Die Begrüßung meiner Gastfamilie ist sehr herzlich gewesen und auch die siebenjährige Tochter hat nach einiger Zeit mit mir gesprochen, auch wenn ich sie nicht verstehe.
Da es noch am Anfang der Teesaison ist, gibt es noch nicht richtig viel zu tun.
Nachdem ich mein Quartier in einem in der Tee befindlichen Wohnraum bezogen habe, gab es einen Ausflug zu einem der Teegärten. Bei meiner Ankunft weilte schon eine Australierin als Besucherin hier und so fuhren wir zu dritt zum „wilden Teegarten“.
Zwischen Palmen und Orangenbäumen sind Teebüsche gepflanzt. Unkraut Beseitigung gibt es nicht und dennoch ist dieser Garten wohl sehr ertragreich. Auch gibt es zwischendurch ein paar Annanaspflanzen, alles wie es die Natur vielleicht auch machen würde. Neben dem Teegarten wachsen sogar einige Kaffeesträucher, die aber nur für den Eigenbedarf bestimmt sind.

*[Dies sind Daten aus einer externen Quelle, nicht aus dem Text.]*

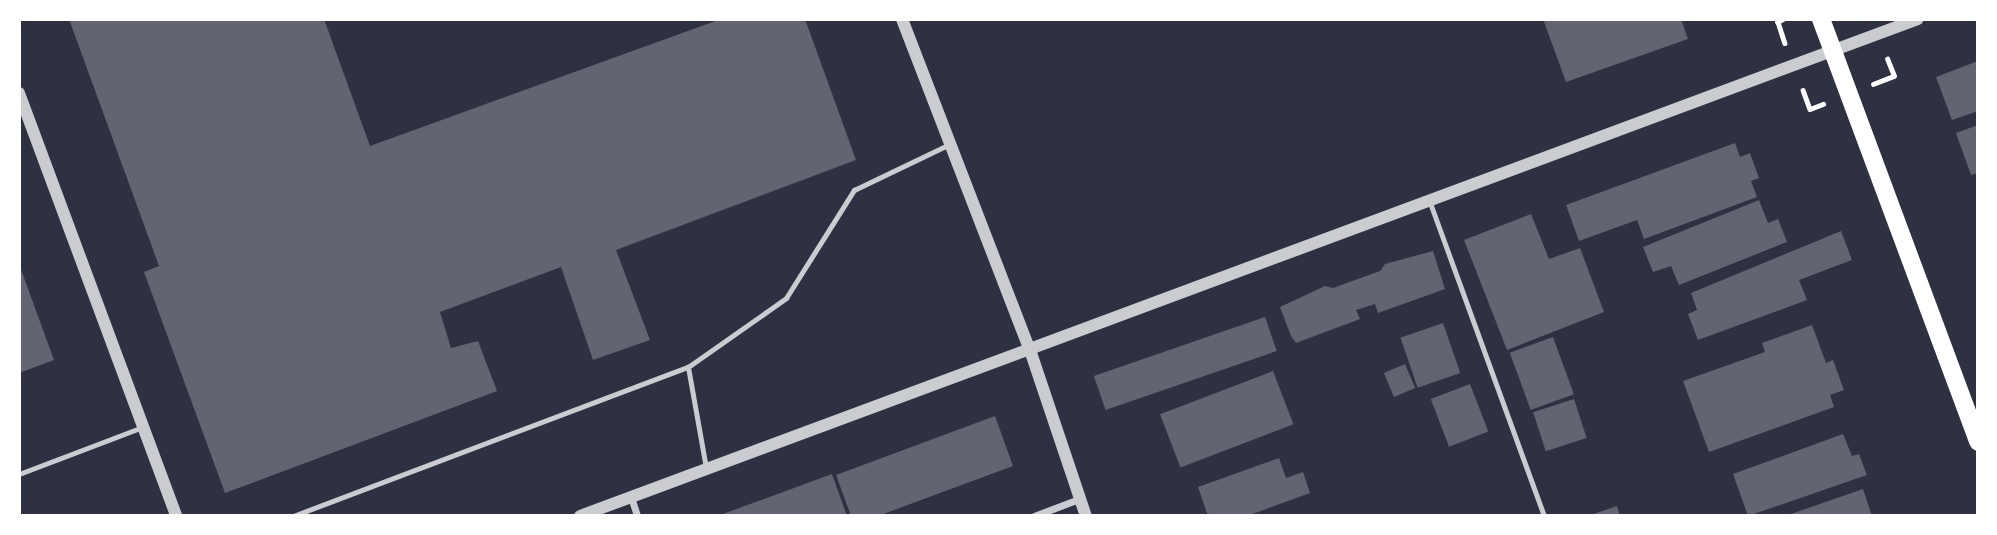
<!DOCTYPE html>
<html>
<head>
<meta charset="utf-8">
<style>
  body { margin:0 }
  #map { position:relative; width:1997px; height:535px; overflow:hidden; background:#2d3142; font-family:"Source Sans 3",sans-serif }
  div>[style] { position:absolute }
  .building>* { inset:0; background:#626471; transform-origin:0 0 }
  .path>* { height:4.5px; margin:-2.25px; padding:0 2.25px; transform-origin:2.25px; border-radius:2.25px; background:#fff }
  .service>* { height:5px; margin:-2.5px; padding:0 2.5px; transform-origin:2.5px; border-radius:2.5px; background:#caccd0 }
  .minor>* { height:7px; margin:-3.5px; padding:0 3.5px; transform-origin:3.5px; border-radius:3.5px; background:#caccd0 }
  .tertiary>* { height:12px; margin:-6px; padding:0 6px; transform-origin:6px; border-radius:6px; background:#caccd0 }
  .primary>* { height:18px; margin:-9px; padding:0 9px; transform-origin:9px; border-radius:9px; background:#fff }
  span { translate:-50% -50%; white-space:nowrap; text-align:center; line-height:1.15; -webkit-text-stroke:5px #fff; paint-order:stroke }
  .frame { position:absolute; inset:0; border:21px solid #fff; pointer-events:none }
</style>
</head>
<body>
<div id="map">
  <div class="building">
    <i style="clip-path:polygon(69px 19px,324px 19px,370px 146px,721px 19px,805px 19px,856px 160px,616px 250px,650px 340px,593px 360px,561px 267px,440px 312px,451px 348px,478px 341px,497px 391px,225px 493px,144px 272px,159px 266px)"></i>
    <i style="clip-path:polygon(1543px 19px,1681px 19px,1688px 39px,1566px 82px)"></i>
    <i style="clip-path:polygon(1978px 61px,1978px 111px,1952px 120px,1936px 77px)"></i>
    <i style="clip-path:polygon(1978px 125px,1978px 173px,1971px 175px,1956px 133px)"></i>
    <i style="clip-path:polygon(1735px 143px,1740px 157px,1750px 153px,1759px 178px,1751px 181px,1757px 197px,1644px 239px,1637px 220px,1579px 241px,1566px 205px)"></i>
    <i style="clip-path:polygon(1759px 200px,1768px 223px,1778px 219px,1787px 242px,1679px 285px,1671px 266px,1653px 272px,1643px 247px)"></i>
    <i style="clip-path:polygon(1531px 214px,1549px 259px,1580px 248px,1604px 312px,1507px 350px,1464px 240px)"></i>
    <i style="clip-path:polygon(1841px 231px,1852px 260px,1799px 280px,1807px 300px,1698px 340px,1688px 314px,1697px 310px,1691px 293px)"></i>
    <i style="clip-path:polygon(1433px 251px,1445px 289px,1378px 313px,1375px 304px,1356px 310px,1360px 319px,1296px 343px,1291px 336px,1280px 307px,1325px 286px,1333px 288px,1380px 271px,1385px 264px)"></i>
    <i style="clip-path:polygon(19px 264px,54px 360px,19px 373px)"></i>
    <i style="left:1265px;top:317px;width:36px;height:181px;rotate:71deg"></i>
    <i style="left:1443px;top:323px;width:53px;height:45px;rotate:71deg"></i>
    <i style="clip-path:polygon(1812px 325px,1826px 363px,1833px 360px,1844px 390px,1830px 395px,1834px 407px,1709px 452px,1683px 381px,1765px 352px,1762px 343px)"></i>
    <i style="left:1553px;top:337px;width:61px;height:46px;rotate:70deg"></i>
    <i style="left:1405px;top:364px;width:26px;height:23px;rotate:67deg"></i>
    <i style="left:1273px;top:371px;width:57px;height:121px;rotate:69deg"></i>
    <i style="left:1470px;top:384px;width:51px;height:42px;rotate:69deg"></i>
    <i style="left:1574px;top:399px;width:41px;height:43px;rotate:72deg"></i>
    <i style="clip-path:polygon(995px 416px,1013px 466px,878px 516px,851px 516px,836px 475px)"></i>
    <i style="clip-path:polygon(1843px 434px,1852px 456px,1859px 454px,1867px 475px,1748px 516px,1733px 474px)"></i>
    <i style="clip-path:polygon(1279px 458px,1286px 478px,1303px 472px,1310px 493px,1247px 516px,1208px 516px,1198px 487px)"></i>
    <i style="clip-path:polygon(832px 474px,847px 516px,720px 516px,720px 515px)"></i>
    <i style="clip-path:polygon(1863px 489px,1872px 516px,1788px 516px,1788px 515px)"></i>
    <i style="clip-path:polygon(1617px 506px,1620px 516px,1591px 516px,1591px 515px)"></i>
  </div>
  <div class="path">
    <i style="left:1784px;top:19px;width:7px;rotate:153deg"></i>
    <i style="left:1778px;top:22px;width:22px;rotate:72deg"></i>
    <i style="left:1873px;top:84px;width:22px;rotate:-21deg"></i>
    <i style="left:1894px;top:76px;width:18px;rotate:-112deg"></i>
    <i style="left:1803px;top:90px;width:20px;rotate:70deg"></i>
    <i style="left:1810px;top:109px;width:14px;rotate:-21deg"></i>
  </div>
  <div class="service">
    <i style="left:1429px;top:200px;width:336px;rotate:70deg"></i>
    <i style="left:706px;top:468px;width:103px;rotate:-100.1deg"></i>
    <i style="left:688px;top:367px;width:120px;rotate:-35.1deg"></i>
    <i style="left:786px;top:298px;width:128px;rotate:-57.8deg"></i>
    <i style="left:854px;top:190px;width:104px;rotate:-25.6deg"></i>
    <i style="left:19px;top:474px;width:133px;rotate:-20.8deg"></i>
    <i style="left:293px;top:516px;width:422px;rotate:-20.7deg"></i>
  </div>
  <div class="minor">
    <i style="left:631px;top:497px;width:20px;rotate:72deg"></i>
    <i style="left:1034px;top:516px;width:48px;rotate:-20.7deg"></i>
  </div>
  <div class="tertiary">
    <i style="left:902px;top:19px;width:355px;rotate:68.9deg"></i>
    <i style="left:1030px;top:350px;width:175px;rotate:71.4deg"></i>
    <i style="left:19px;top:93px;width:451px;rotate:69.6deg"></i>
    <i style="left:580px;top:516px;width:1427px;rotate:-20.38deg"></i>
  </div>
  <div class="primary">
    <i style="left:1821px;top:19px;width:451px;rotate:69.6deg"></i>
  </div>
  <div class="frame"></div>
</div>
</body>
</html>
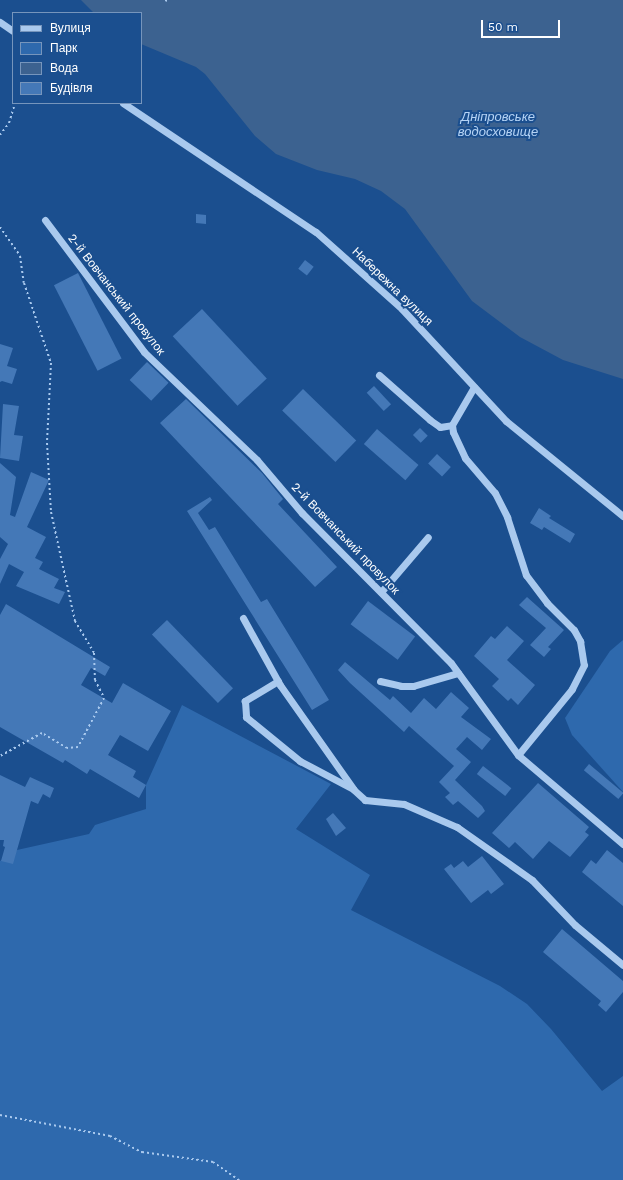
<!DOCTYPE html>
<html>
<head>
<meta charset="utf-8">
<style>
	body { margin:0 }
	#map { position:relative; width:623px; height:1180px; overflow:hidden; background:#1b4f8f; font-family:"Work Sans",sans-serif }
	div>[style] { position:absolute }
	.green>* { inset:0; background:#2e69ad }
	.water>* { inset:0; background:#3c6290 }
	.building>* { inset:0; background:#4478b7; transform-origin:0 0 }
	.path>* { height:2px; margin-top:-1px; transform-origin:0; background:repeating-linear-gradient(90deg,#a9c9ee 0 2px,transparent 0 5px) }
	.minor>* { height:7px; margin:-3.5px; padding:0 3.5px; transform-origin:3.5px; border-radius:3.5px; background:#a9c9ee }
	span { translate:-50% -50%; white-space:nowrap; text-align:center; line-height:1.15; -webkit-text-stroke:4px #1b4f8f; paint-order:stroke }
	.street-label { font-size:12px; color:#fff }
	.water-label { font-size:13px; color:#b5d3f5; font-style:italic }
	.legend { position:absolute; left:12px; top:12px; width:130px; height:92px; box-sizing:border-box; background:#1b4f8f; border:1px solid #7695bc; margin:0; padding:5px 7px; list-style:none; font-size:12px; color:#fff }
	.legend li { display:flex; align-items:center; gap:8px; height:20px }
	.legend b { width:20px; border:1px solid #7695bc }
	.scale { position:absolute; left:481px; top:20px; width:79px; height:18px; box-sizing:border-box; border:2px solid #fff; border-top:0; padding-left:5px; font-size:12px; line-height:14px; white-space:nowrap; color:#fff; -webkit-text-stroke:3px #1b4f8f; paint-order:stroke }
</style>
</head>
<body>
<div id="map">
	<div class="green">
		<i style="clip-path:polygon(623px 640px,623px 792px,572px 735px,565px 718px,610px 651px)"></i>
		<i style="clip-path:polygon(182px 705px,331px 784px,296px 829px,370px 875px,351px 910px,500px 986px,527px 1004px,551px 1029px,602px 1091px,623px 1076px,623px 1180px,0 1180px,0 861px,17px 850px,89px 834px,95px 825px,146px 809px,146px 785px)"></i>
	</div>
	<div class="water">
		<i style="clip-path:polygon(81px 0,623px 0,623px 379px,563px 360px,520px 337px,472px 301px,405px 209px,381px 191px,355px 179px,317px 170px,276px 154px,255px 136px,205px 74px,196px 67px,141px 44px,141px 13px,94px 13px)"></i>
	</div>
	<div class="building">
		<i style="clip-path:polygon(196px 214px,206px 215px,206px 224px,196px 223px)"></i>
		<i style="left:305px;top:260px;width:11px;height:11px;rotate:38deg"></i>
		<i style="left:78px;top:273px;width:96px;height:27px;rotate:63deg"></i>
		<i style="left:202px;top:309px;width:95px;height:40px;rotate:47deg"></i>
		<i style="clip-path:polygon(0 344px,13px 348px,7px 366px,17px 369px,12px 384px,2px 381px,0 382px)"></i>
		<i style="left:147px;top:362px;width:30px;height:25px;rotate:44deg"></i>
		<i style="left:374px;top:386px;width:25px;height:10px;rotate:47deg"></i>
		<i style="left:303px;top:389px;width:74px;height:30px;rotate:44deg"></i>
		<i style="clip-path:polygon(186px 399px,262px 473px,283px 499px,278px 504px,337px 567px,315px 587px,160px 423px)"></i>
		<i style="clip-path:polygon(3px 404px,19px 406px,14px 435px,23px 436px,19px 461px,0 458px)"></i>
		<i style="left:420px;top:428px;width:11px;height:10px;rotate:45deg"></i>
		<i style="left:377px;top:429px;width:55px;height:20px;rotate:41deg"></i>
		<i style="left:437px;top:454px;width:19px;height:13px;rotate:43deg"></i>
		<i style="clip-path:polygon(0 463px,16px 477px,10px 515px,15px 517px,31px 472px,49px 480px,27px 527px,46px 537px,35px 558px,43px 562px,39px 569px,59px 579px,54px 588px,65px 592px,59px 604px,16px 586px,24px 572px,9px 564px,0 584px,0 559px,8px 544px,0 537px)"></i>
		<i style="clip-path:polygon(210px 497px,212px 500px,198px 513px,209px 530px,215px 527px,261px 602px,267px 599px,329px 700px,312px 710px,187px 511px)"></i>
		<i style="clip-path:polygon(539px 508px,551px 516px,549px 518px,575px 534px,570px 543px,544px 527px,542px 530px,530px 523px)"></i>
		<i style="clip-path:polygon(527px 597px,564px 630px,548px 647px,551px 649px,544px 657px,530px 645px,546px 628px,519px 605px)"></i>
		<i style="left:368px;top:601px;width:59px;height:29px;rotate:37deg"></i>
		<i style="clip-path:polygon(6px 604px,110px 667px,105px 676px,91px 668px,81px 685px,112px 703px,123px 683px,171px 711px,148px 751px,120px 735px,108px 755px,136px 771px,133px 777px,146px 785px,139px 798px,90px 769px,87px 774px,65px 760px,63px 763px,0 727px,0 615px)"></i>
		<i style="left:167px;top:620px;width:95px;height:21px;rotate:46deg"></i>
		<i style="clip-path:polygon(507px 626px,524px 641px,507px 660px,535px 685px,518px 705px,511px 698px,508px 701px,492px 686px,499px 679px,474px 656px,491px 636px,495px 639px)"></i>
		<i style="clip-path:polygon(345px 662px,390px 700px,393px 696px,411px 713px,424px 698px,436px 709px,451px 692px,469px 708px,461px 717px,491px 739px,482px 750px,467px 737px,456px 749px,471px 762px,455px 780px,482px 806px,485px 811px,478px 818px,458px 801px,453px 805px,445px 797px,450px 793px,439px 782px,454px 766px,409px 726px,404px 732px,350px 683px,338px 670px)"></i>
		<i style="left:589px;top:764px;width:45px;height:8px;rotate:40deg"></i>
		<i style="left:483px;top:766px;width:36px;height:10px;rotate:38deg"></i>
		<i style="clip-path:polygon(0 775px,25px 787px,30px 777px,54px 788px,50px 798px,43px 794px,38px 804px,31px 801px,13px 864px,1px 861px,5px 847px,3px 846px,4px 840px,0 840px)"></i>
		<i style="clip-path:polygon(538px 783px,589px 827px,585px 832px,589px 835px,570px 857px,549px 841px,533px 859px,515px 842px,509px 848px,492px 833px)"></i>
		<i style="clip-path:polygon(333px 813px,346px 828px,336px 836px,326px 819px)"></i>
		<i style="clip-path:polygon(607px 850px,623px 863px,623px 906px,582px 872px,591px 860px,596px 864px)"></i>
		<i style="clip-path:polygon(482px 856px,504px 884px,491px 894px,488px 890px,471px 903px,444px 869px,451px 864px,454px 868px,463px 861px,468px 867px)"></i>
		<i style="clip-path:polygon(562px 929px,623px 981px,623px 992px,606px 1012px,598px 1005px,601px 1001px,543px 952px)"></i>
	</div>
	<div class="path">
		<i style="left:165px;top:0;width:3px;rotate:18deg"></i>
		<i style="left:0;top:135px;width:15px;rotate:-53deg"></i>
		<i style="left:9px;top:123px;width:21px;rotate:-73deg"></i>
		<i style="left:0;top:227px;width:35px;rotate:55deg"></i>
		<i style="left:20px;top:256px;width:27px;rotate:82deg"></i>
		<i style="left:24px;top:283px;width:84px;rotate:71.4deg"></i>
		<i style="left:51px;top:363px;width:80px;rotate:92.9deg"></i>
		<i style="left:47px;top:443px;width:69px;rotate:86.7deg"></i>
		<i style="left:51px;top:512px;width:112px;rotate:77.6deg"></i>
		<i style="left:75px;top:621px;width:37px;rotate:59deg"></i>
		<i style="left:94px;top:653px;width:27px;rotate:88deg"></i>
		<i style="left:95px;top:680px;width:20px;rotate:63deg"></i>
		<i style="left:104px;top:698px;width:55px;rotate:118deg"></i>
		<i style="left:78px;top:747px;width:11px;rotate:175deg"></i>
		<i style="left:67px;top:748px;width:29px;rotate:-149deg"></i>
		<i style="left:42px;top:733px;width:48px;rotate:151.3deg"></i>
		<i style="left:0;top:1115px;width:112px;rotate:10.8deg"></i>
		<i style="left:110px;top:1136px;width:36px;rotate:27deg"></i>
		<i style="left:142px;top:1152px;width:72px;rotate:8deg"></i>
		<i style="left:213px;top:1162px;width:32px;rotate:35deg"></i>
	</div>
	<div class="minor">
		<i style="left:0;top:22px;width:16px;rotate:35deg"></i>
		<i style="left:123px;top:103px;width:232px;rotate:33.8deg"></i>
		<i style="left:316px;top:232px;width:115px;rotate:41.8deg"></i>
		<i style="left:402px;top:309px;width:153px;rotate:47.1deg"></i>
		<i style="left:506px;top:421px;width:151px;rotate:39.1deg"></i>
		<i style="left:45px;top:220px;width:165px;rotate:53.1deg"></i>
		<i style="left:144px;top:352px;width:156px;rotate:43.7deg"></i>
		<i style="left:257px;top:460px;width:70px;rotate:49.7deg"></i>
		<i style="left:302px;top:513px;width:211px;rotate:45.2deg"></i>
		<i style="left:451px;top:663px;width:114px;rotate:53.9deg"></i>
		<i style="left:518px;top:755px;width:138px;rotate:40.3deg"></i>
		<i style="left:379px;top:375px;width:68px;rotate:41.4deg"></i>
		<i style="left:430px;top:420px;width:12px;rotate:35deg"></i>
		<i style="left:440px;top:427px;width:12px;rotate:-9deg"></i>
		<i style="left:474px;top:387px;width:44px;rotate:120.1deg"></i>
		<i style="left:452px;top:425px;width:7px;rotate:82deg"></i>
		<i style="left:453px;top:432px;width:29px;rotate:65deg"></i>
		<i style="left:465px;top:458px;width:46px;rotate:49.4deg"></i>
		<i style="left:495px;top:493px;width:27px;rotate:63deg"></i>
		<i style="left:507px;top:517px;width:61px;rotate:71.9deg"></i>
		<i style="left:526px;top:575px;width:35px;rotate:53deg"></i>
		<i style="left:547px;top:603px;width:38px;rotate:45deg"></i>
		<i style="left:574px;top:630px;width:13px;rotate:61deg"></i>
		<i style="left:580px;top:641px;width:24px;rotate:81deg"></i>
		<i style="left:584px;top:665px;width:27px;rotate:117deg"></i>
		<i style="left:572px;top:689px;width:85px;rotate:129.3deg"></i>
		<i style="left:381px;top:592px;width:72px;rotate:-49.5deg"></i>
		<i style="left:243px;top:618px;width:77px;rotate:61.1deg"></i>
		<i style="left:280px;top:685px;width:128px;rotate:54.8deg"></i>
		<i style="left:354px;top:790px;width:15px;rotate:42deg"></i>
		<i style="left:365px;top:800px;width:39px;rotate:6deg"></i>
		<i style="left:404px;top:804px;width:58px;rotate:23.5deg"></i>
		<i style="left:457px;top:827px;width:92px;rotate:35.2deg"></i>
		<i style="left:532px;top:880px;width:62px;rotate:46.3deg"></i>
		<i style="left:575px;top:925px;width:62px;rotate:39.8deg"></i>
		<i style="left:278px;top:681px;width:39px;rotate:149deg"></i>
		<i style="left:245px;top:701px;width:16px;rotate:86deg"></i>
		<i style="left:246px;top:717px;width:70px;rotate:39.2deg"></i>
		<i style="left:300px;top:761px;width:60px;rotate:27.8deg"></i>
		<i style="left:380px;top:681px;width:22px;rotate:13deg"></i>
		<i style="left:401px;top:686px;width:12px"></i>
		<i style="left:413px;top:686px;width:47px;rotate:-16.1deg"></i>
	</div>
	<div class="street-label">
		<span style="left:392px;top:287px;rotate:44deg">Набережна вулиця</span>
		<span style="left:116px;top:295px;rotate:52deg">2-й Вовчанський провулок</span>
		<span style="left:345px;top:539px;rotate:46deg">2-й Вовчанський провулок</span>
	</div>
	<div class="water-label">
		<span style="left:498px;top:125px">Дніпровське<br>водосховище</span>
	</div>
	<ul class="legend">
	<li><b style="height:5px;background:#a9c9ee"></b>Вулиця</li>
	<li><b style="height:11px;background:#2e69ad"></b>Парк</li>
	<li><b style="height:11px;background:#3c6290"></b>Вода</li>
	<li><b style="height:11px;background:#4478b7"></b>Будівля</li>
	</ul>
	<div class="scale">50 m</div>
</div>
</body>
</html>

Am nächsten Tag gab es ein wenig Arbeit, das rollen von Teeblätter, was sich total von der japanischen Methode unterscheidet. In Taiwan wird eher Weisser-, Gelber-, Oolong-, Roter- (was dem europäischen Schwarzen Tee entspricht), oder Schwarzer- (welcher bei uns als puer oder puher Tee bekannt ist) Tee produziert. Zum Beispiel gibt es überhaupt kaum das Dämpfen der Blätter, durch welches der Oxidationsprozess aufgehalten wird. Die Blätter werden im Ganzen bzw. sogar mehrere Blätter am Stiel und in gröberen Rollingmaschinen verarbeitet oder an der Luft gewelkt bzw. anschließend gibt es noch einige andere Verarbeitungsstufen, jenachdem welcher tee am Ende entstehen soll.

Die frischen Blätter werden gerollt, kann 1h dauern.
Am 11. April ging es schon um 6 Uhr los zu einer entfernten, in den Bergen liegenden Teeplantage. Das Wetter war sehr schlecht und so zogen dicke Nebelschwaden durch die Berge und Gärten, was das Fotografieren sehr erschwerte. Eigentlich dachte ich, dass wir zur Teeernte fahren und ich nun Teeblätter von den Sträuchern pflücken werde. Zur Teeernte fuhren wir auch, nur dass die Pflückerin schon fleißig vor Ort waren und wir das Ergebnis ihrer Arbeit abholten und in die zweite Fabrik in den Bergen brachten. Dort verbrachten wir den ganzen Tag mit dem trocknen der Blätter. Das trocknen geschieht eigentlich allein nur müssen die Blätter ständig gewendet werden und dass machten wir bis 22 Uhr. Ich glaube es dauerte auch deswegen solange, weil es eben sehr feucht an diesem Morgen war und am Tage noch der regen hinzukam.
 

    Teefelder in den Bergen.                      Pflückerin bei der Arbeit im Nebel.                 Trocknen des Tees.

Dies alles ist Handarbeit, es werden bei der verarbeitung nur sehr wenige Maschinen benutzt und es ist BIOTEE!! 

Der taiwanesische Teemeister aus Puli.